Dois jovens irmãos órfãos, Eli (Daniel Cerny) e Joshua (Ron Melendez), deixam a pequena cidade de Gatlin, repleta de campos de milharais, e vão para Chicago, uma grande metrópole distante cerca de cem quilômetros. Lá, com a ajuda da assistente social Samantha (Yvette Freeman), eles são adotados por um empresário bem sucedido no ramo do comércio de agricultura, William Porter (Jim Metzler, de “Megiddo”), e sua esposa Amanda (Nancy Lee Grahn).
Apesar das dificuldades naturais de adaptação numa cidade grande, o irmão mais velho Joshua tenta fazer amizade com os novos vizinhos e colegas de escola, entre eles o jogador de basquete Malcolm Elkman (Jon Clair) e sua irmã Maria (Mari Morrow), apesar de enfrentar problemas com T-Loc (Garvin Funches), um idiota metido a valente. Já o mais novo Eli, faz questão de manter seus costumes do interior, utilizando sempre as mesmas roupas, se isolando das pessoas e trazendo consigo amostras de milho para serem plantadas num terreno de uma fábrica abandonada, nos fundos de sua nova casa.
Com o campo de milharal já crescido, Eli transforma-se num pastor mirim, pregando para seus colegas de escola, crianças e adolescentes, sobre a existência de uma entidade conhecida como “Aquele Que Anda Atrás das Fileiras”, a qual deveria ser idolatrada como um deus que tinha como objetivo proteger as colheitas, manter os incrédulos no inferno e banir o mal da terra incentivando a matança dos adultos. Para tentar combater suas pregações surge o padre Frank Nolan (o veterano Michael Ensign), que além de conduzir missas também é o diretor da escola. Porém, seu irmão Joshua também volta-se contra ele, principalmente depois de se apaixonar por Maria, e tenta impedir sua missão em catequizar os adolescentes para matar seus pais e espalhar as sementes de seu mestre pelo mundo.

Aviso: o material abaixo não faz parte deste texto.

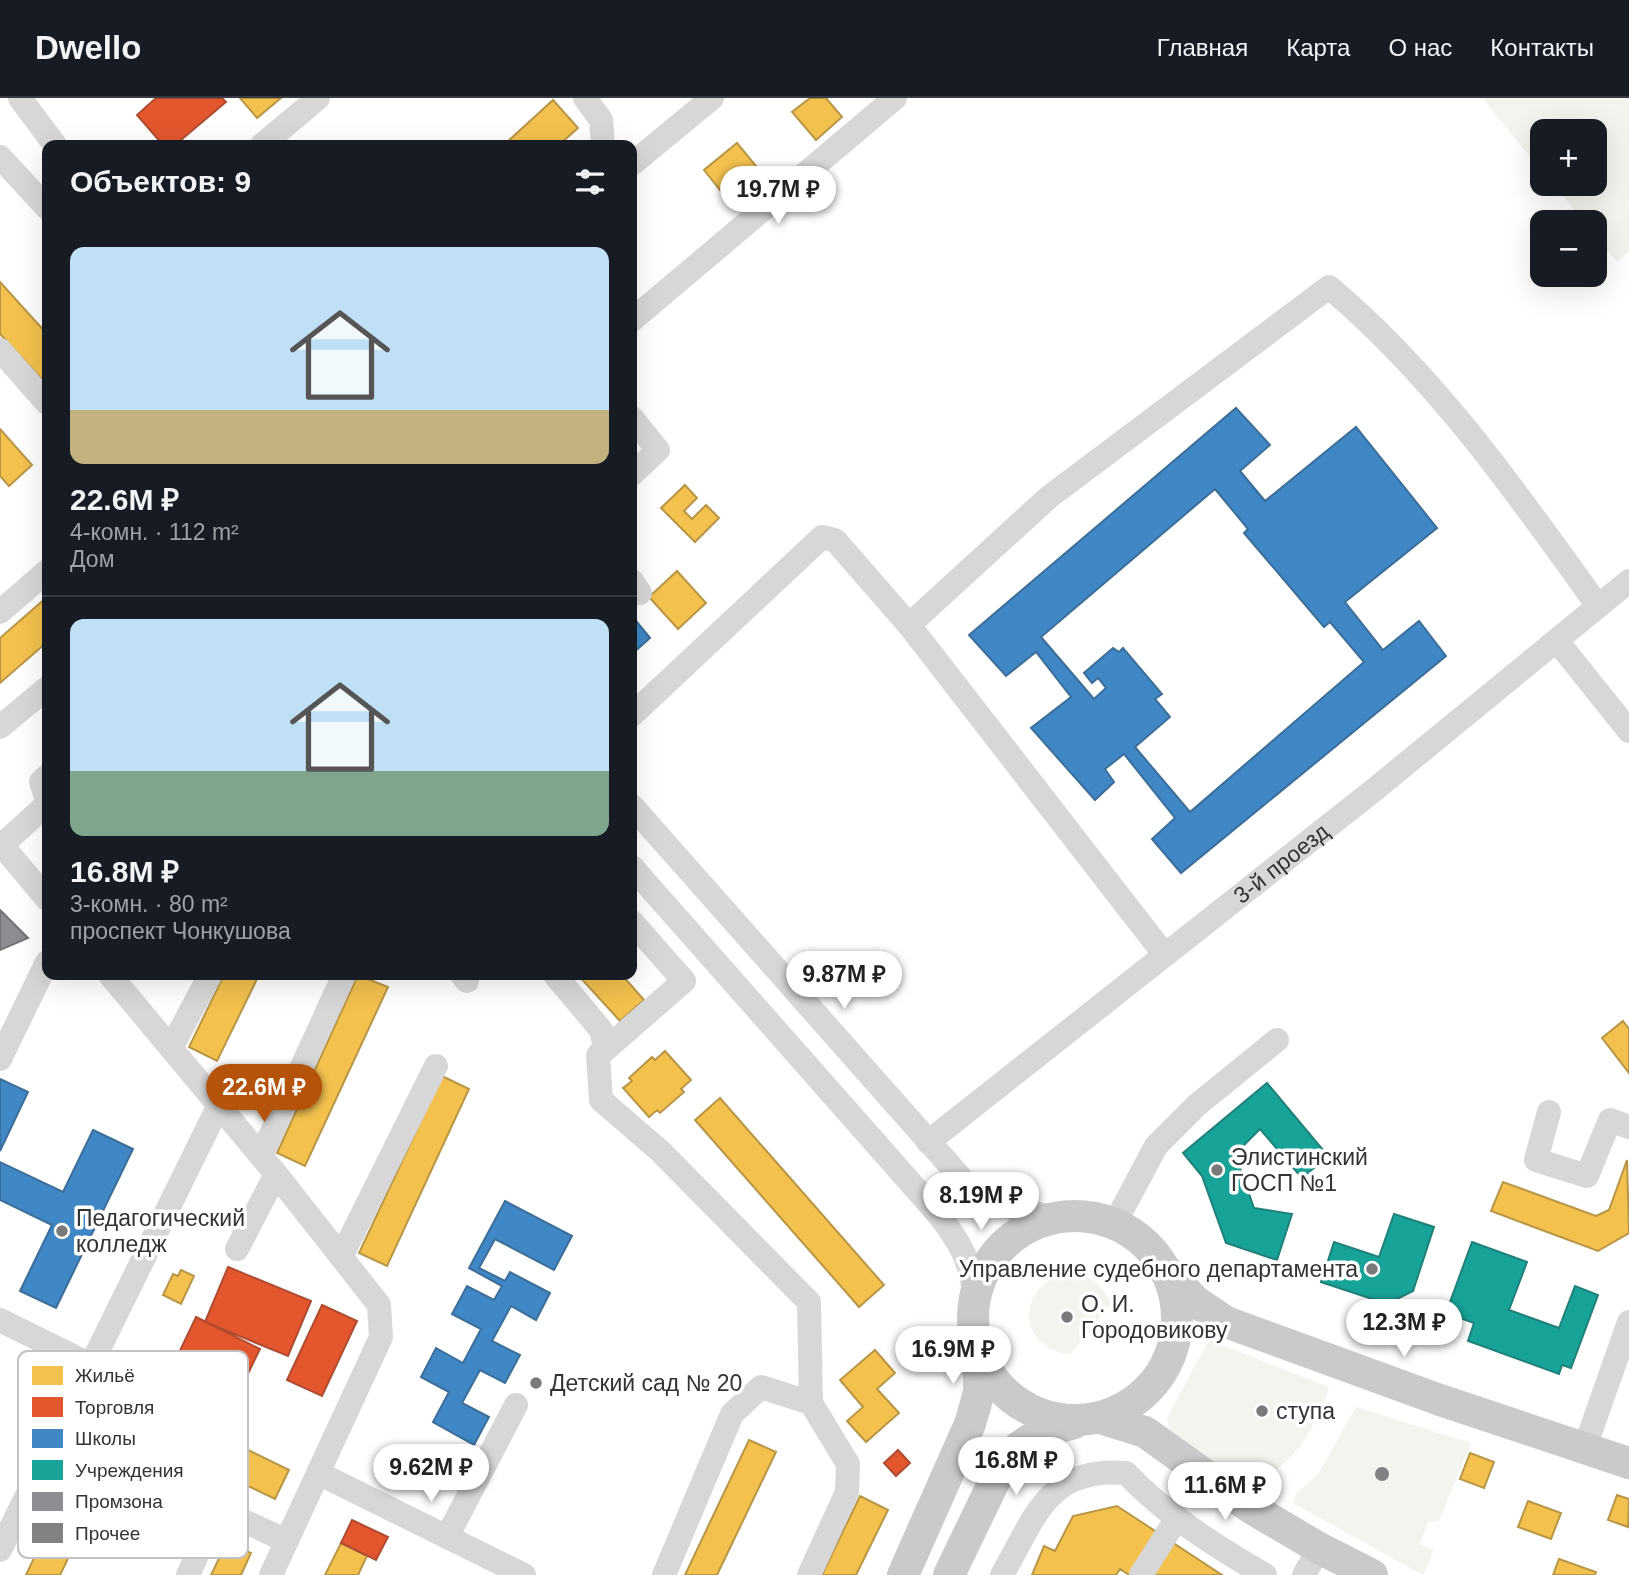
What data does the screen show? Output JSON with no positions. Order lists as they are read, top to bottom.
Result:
{
  "streets": {
    "street": ["3-й проезд"]
  },
  "places": [
    "Элистинский ГОСП №1",
    "Педагогический колледж",
    "Управление судебного департамента",
    "О. И. Городовикову",
    "Детский сад № 20",
    "ступа"
  ],
  "legend": [
    "Жильё",
    "Торговля",
    "Школы",
    "Учреждения",
    "Промзона",
    "Прочее"
  ],
  "page": {
    "header": "Dwello",
    "nav": [
      "Главная",
      "Карта",
      "О нас",
      "Контакты"
    ],
    "map_buttons": ["+", "−"],
    "heading": "Объектов: 9",
    "price": [
      "19.7M ₽",
      "9.87M ₽",
      "22.6M ₽",
      "8.19M ₽",
      "12.3M ₽",
      "16.9M ₽",
      "16.8M ₽",
      "9.62M ₽",
      "11.6M ₽"
    ],
    "list": [
      {
        "name": "22.6M ₽",
        "note": "4-комн. · 112 m² · Дом"
      },
      {
        "name": "16.8M ₽",
        "note": "3-комн. · 80 m² · проспект Чонкушова"
      }
    ]
  }
}
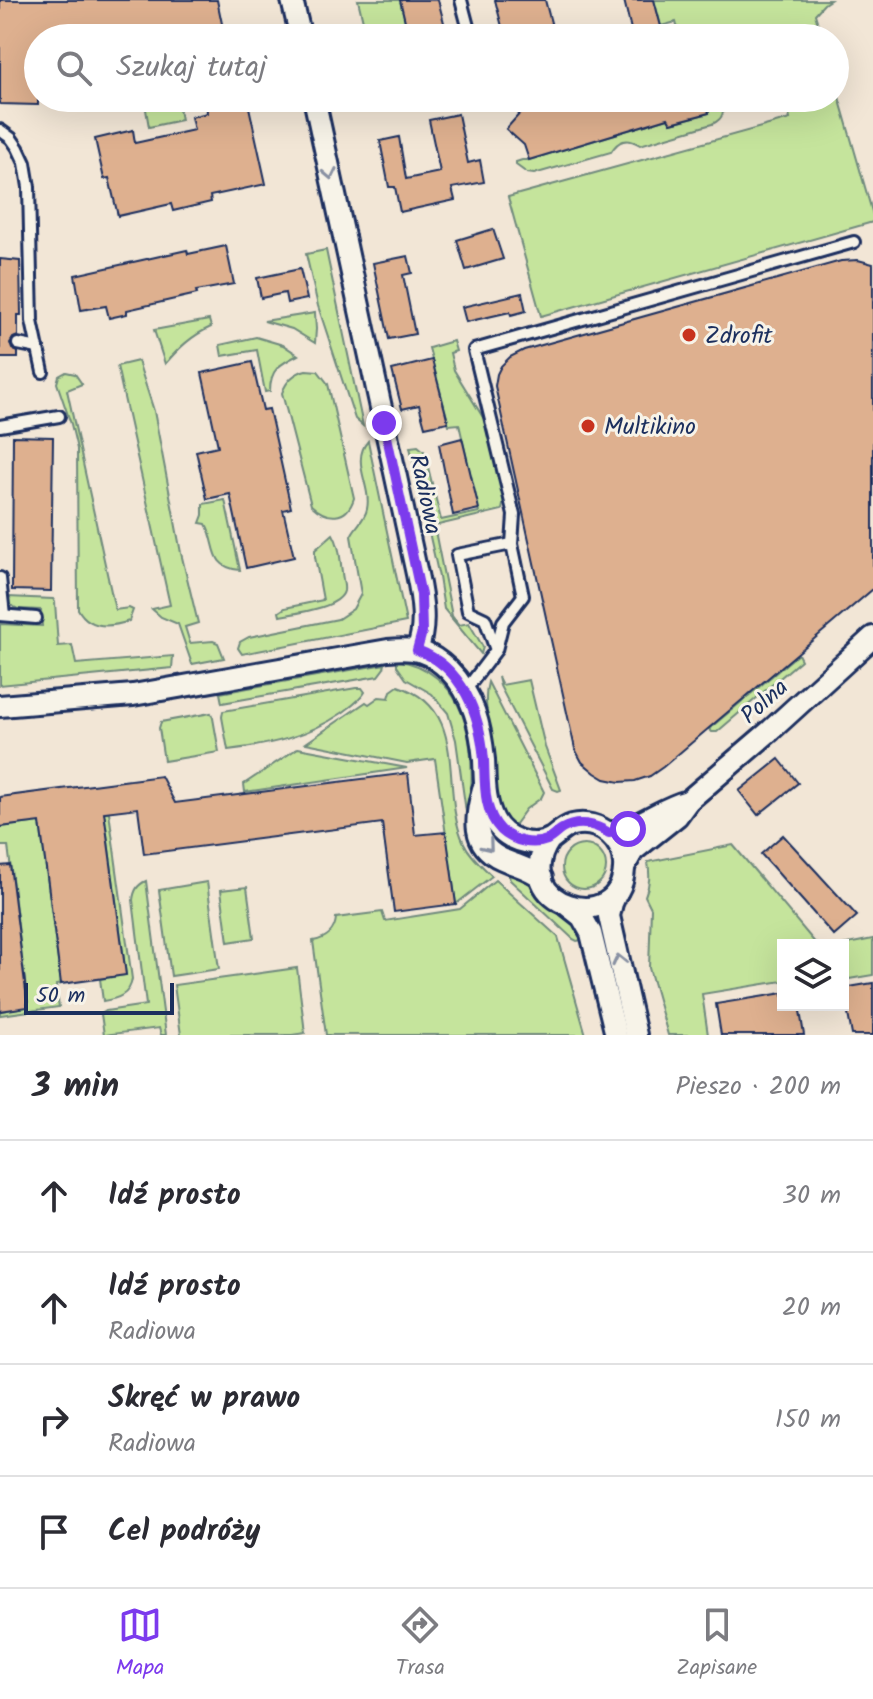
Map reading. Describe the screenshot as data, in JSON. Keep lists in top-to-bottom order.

O mundo prosperará e o deserto florescerá para Aquele Que Anda Atrás das Fileiras e seus filhos. Nós somos os escolhidos. Nós prosperaremos na terra, nos lares, nos corredores, nas salas, nos parques, até os incrédulos sentirem nossa ira e fúria quando triunfarmos sobre eles queimando a terra de dentro. Nós somos as sementes e agora é nossa vez de crescer. Os infiéis e incrédulos que passarem sobre ela serão consumidos. Abençoe meu coração com seus braços!” – discurso de Eli

Assim como na parte 2, esse terceiro episódio também não é ruim, principalmente pelo desfile de mortes violentas e muito bem produzidas, com direito até a uma carnificina bem sangrenta conduzida pela própria e tão temida entidade que “anda atrás das fileiras” dos campos de milho. Mas a idéia básica do filme é a mesma dos dois anteriores, o original de 1984 e a continuação de 1993, ou seja, apenas a ambientação foi alterada de uma cidade pequena do interior (Gatlin ou Hemmingford) para uma metrópole movimentada (Chicago). Continuamos tendo os mesmos elementos e clichês, um líder mirim para pregar a morte dos adultos, alguém metido a herói para tentar combater sua missão (nesse caso o irmão mais velho), um inevitável romance amoroso entre o herói e uma mocinha indefesa e vítima do monstro, e um monte de personagens criados para interagir com os principais, destinados apenas a morrer de forma violenta ou ajudar indiretamente nos objetivos obscuros do vilão (nesse caso, espalhar os milhos malignos pelo mundo, através de um trabalho de exportação dos grãos, começando pela Alemanha).
Um fator positivo e merecedor de registro é a presença do conhecido técnico em efeitos especiais de maquiagem Screaming Mad George na concepção do monstro, que parece uma daquelas criaturas indizíveis da literatura macabra de H. P. Lovecraft. Seu trabalho também pode ser conferido e apreciado nas várias cenas de mortes, porém na sequência final é inevitável perceber uma maior artificialidade dos efeitos, principalmente quando a imensa criatura demoníaca captura e ingere uma de suas vítimas. O desfecho é como sempre previsível (sempre sabemos com antecedência o que vai acontecer com o herói, a mocinha e o vilão), e também permite uma oportunidade para a continuidade da franquia com um enorme gancho para o desenvolvimento de outras seqüências.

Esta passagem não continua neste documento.